> DIRECTIONS FOR THIS TASK
Each record below is to be reproduced without any change.

::: DATA FOR THIS EXERCISE

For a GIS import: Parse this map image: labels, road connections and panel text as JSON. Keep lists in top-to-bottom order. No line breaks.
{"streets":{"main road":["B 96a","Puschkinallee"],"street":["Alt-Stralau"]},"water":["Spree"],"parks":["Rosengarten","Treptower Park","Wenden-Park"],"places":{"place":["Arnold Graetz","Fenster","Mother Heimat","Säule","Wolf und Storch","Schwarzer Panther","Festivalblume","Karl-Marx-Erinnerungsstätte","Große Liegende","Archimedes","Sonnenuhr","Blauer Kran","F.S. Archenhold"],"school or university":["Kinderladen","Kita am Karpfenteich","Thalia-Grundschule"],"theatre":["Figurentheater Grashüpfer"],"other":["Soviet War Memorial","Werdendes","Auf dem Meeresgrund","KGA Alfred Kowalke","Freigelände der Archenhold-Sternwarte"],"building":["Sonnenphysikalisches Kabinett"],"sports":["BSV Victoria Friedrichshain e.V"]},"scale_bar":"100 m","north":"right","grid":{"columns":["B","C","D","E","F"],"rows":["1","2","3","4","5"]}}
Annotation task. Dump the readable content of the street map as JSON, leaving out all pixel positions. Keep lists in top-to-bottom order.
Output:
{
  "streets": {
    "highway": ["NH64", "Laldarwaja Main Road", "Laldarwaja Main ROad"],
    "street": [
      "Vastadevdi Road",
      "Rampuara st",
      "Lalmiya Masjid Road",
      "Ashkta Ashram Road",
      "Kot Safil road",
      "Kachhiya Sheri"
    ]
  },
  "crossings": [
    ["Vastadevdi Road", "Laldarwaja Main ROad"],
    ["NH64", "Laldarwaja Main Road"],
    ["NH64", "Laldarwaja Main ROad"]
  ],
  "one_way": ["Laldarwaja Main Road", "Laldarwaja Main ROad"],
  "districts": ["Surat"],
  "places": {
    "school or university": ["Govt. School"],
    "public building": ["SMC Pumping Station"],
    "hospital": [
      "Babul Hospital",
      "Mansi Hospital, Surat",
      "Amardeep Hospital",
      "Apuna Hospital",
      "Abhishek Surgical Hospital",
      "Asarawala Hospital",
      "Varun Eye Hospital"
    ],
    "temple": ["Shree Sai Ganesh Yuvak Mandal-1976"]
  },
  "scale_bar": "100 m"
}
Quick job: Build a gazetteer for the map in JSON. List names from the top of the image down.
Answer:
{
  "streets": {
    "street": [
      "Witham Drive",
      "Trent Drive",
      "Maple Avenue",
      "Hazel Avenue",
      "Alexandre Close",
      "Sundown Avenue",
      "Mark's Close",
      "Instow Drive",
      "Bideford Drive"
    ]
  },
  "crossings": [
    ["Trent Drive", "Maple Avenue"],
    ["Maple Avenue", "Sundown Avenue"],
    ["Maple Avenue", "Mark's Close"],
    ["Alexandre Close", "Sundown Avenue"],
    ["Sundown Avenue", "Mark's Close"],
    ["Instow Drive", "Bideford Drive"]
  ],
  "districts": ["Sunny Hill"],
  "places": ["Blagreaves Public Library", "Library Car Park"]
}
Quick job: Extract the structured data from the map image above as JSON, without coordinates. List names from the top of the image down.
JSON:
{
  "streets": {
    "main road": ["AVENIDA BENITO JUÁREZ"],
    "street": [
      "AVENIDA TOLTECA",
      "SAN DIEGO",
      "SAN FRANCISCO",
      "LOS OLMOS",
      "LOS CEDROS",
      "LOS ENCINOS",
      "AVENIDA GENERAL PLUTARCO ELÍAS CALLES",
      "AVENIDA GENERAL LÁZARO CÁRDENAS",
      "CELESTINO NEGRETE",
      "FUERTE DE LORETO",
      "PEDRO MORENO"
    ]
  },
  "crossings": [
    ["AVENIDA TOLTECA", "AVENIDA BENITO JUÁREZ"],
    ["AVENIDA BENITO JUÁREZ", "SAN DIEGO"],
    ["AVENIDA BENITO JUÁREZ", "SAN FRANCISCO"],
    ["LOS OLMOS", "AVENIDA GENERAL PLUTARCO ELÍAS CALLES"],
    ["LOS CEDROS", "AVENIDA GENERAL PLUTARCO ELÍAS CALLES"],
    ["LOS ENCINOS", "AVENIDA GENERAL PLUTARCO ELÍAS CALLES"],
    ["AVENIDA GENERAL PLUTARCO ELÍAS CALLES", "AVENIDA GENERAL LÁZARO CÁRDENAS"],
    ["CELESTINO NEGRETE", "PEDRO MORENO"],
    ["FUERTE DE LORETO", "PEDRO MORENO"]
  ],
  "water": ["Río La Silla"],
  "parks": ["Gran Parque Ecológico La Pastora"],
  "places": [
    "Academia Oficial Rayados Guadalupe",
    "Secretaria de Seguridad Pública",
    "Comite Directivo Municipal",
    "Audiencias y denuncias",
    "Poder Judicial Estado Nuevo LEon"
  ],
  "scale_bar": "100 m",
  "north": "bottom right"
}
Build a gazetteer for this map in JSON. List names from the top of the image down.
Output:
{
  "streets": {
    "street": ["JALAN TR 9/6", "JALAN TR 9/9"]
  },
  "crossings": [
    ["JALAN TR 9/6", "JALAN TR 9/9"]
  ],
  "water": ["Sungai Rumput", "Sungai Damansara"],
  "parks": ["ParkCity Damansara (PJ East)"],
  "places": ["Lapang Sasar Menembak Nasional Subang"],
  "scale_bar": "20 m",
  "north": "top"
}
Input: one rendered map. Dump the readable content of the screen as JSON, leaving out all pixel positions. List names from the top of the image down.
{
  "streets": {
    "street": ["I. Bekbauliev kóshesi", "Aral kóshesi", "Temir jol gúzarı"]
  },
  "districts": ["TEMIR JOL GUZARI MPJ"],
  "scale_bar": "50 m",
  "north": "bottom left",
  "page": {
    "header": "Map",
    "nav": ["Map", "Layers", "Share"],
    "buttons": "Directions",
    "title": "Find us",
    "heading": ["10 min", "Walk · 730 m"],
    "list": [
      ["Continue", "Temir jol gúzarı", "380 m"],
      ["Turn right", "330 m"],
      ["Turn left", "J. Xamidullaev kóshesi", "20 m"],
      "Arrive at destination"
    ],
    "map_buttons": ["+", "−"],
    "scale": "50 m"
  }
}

::::::

> RESULT
For a GIS import: Parse this map image: labels, road connections and panel text as JSON. Keep lists in top-to-bottom order. No line breaks.
{"streets":{"main road":["B 96a","Puschkinallee"],"street":["Alt-Stralau"]},"water":["Spree"],"parks":["Rosengarten","Treptower Park","Wenden-Park"],"places":{"place":["Arnold Graetz","Fenster","Mother Heimat","Säule","Wolf und Storch","Schwarzer Panther","Festivalblume","Karl-Marx-Erinnerungsstätte","Große Liegende","Archimedes","Sonnenuhr","Blauer Kran","F.S. Archenhold"],"school or university":["Kinderladen","Kita am Karpfenteich","Thalia-Grundschule"],"theatre":["Figurentheater Grashüpfer"],"other":["Soviet War Memorial","Werdendes","Auf dem Meeresgrund","KGA Alfred Kowalke","Freigelände der Archenhold-Sternwarte"],"building":["Sonnenphysikalisches Kabinett"],"sports":["BSV Victoria Friedrichshain e.V"]},"scale_bar":"100 m","north":"right","grid":{"columns":["B","C","D","E","F"],"rows":["1","2","3","4","5"]}}
Annotation task. Dump the readable content of the street map as JSON, leaving out all pixel positions. Keep lists in top-to-bottom order.
Output:
{
  "streets": {
    "highway": ["NH64", "Laldarwaja Main Road", "Laldarwaja Main ROad"],
    "street": [
      "Vastadevdi Road",
      "Rampuara st",
      "Lalmiya Masjid Road",
      "Ashkta Ashram Road",
      "Kot Safil road",
      "Kachhiya Sheri"
    ]
  },
  "crossings": [
    ["Vastadevdi Road", "Laldarwaja Main ROad"],
    ["NH64", "Laldarwaja Main Road"],
    ["NH64", "Laldarwaja Main ROad"]
  ],
  "one_way": ["Laldarwaja Main Road", "Laldarwaja Main ROad"],
  "districts": ["Surat"],
  "places": {
    "school or university": ["Govt. School"],
    "public building": ["SMC Pumping Station"],
    "hospital": [
      "Babul Hospital",
      "Mansi Hospital, Surat",
      "Amardeep Hospital",
      "Apuna Hospital",
      "Abhishek Surgical Hospital",
      "Asarawala Hospital",
      "Varun Eye Hospital"
    ],
    "temple": ["Shree Sai Ganesh Yuvak Mandal-1976"]
  },
  "scale_bar": "100 m"
}
Quick job: Build a gazetteer for the map in JSON. List names from the top of the image down.
Answer:
{
  "streets": {
    "street": [
      "Witham Drive",
      "Trent Drive",
      "Maple Avenue",
      "Hazel Avenue",
      "Alexandre Close",
      "Sundown Avenue",
      "Mark's Close",
      "Instow Drive",
      "Bideford Drive"
    ]
  },
  "crossings": [
    ["Trent Drive", "Maple Avenue"],
    ["Maple Avenue", "Sundown Avenue"],
    ["Maple Avenue", "Mark's Close"],
    ["Alexandre Close", "Sundown Avenue"],
    ["Sundown Avenue", "Mark's Close"],
    ["Instow Drive", "Bideford Drive"]
  ],
  "districts": ["Sunny Hill"],
  "places": ["Blagreaves Public Library", "Library Car Park"]
}
Quick job: Extract the structured data from the map image above as JSON, without coordinates. List names from the top of the image down.
JSON:
{
  "streets": {
    "main road": ["AVENIDA BENITO JUÁREZ"],
    "street": [
      "AVENIDA TOLTECA",
      "SAN DIEGO",
      "SAN FRANCISCO",
      "LOS OLMOS",
      "LOS CEDROS",
      "LOS ENCINOS",
      "AVENIDA GENERAL PLUTARCO ELÍAS CALLES",
      "AVENIDA GENERAL LÁZARO CÁRDENAS",
      "CELESTINO NEGRETE",
      "FUERTE DE LORETO",
      "PEDRO MORENO"
    ]
  },
  "crossings": [
    ["AVENIDA TOLTECA", "AVENIDA BENITO JUÁREZ"],
    ["AVENIDA BENITO JUÁREZ", "SAN DIEGO"],
    ["AVENIDA BENITO JUÁREZ", "SAN FRANCISCO"],
    ["LOS OLMOS", "AVENIDA GENERAL PLUTARCO ELÍAS CALLES"],
    ["LOS CEDROS", "AVENIDA GENERAL PLUTARCO ELÍAS CALLES"],
    ["LOS ENCINOS", "AVENIDA GENERAL PLUTARCO ELÍAS CALLES"],
    ["AVENIDA GENERAL PLUTARCO ELÍAS CALLES", "AVENIDA GENERAL LÁZARO CÁRDENAS"],
    ["CELESTINO NEGRETE", "PEDRO MORENO"],
    ["FUERTE DE LORETO", "PEDRO MORENO"]
  ],
  "water": ["Río La Silla"],
  "parks": ["Gran Parque Ecológico La Pastora"],
  "places": [
    "Academia Oficial Rayados Guadalupe",
    "Secretaria de Seguridad Pública",
    "Comite Directivo Municipal",
    "Audiencias y denuncias",
    "Poder Judicial Estado Nuevo LEon"
  ],
  "scale_bar": "100 m",
  "north": "bottom right"
}
Build a gazetteer for this map in JSON. List names from the top of the image down.
Output:
{
  "streets": {
    "street": ["JALAN TR 9/6", "JALAN TR 9/9"]
  },
  "crossings": [
    ["JALAN TR 9/6", "JALAN TR 9/9"]
  ],
  "water": ["Sungai Rumput", "Sungai Damansara"],
  "parks": ["ParkCity Damansara (PJ East)"],
  "places": ["Lapang Sasar Menembak Nasional Subang"],
  "scale_bar": "20 m",
  "north": "top"
}
Input: one rendered map. Dump the readable content of the screen as JSON, leaving out all pixel positions. List names from the top of the image down.
{
  "streets": {
    "street": ["I. Bekbauliev kóshesi", "Aral kóshesi", "Temir jol gúzarı"]
  },
  "districts": ["TEMIR JOL GUZARI MPJ"],
  "scale_bar": "50 m",
  "north": "bottom left",
  "page": {
    "header": "Map",
    "nav": ["Map", "Layers", "Share"],
    "buttons": "Directions",
    "title": "Find us",
    "heading": ["10 min", "Walk · 730 m"],
    "list": [
      ["Continue", "Temir jol gúzarı", "380 m"],
      ["Turn right", "330 m"],
      ["Turn left", "J. Xamidullaev kóshesi", "20 m"],
      "Arrive at destination"
    ],
    "map_buttons": ["+", "−"],
    "scale": "50 m"
  }
}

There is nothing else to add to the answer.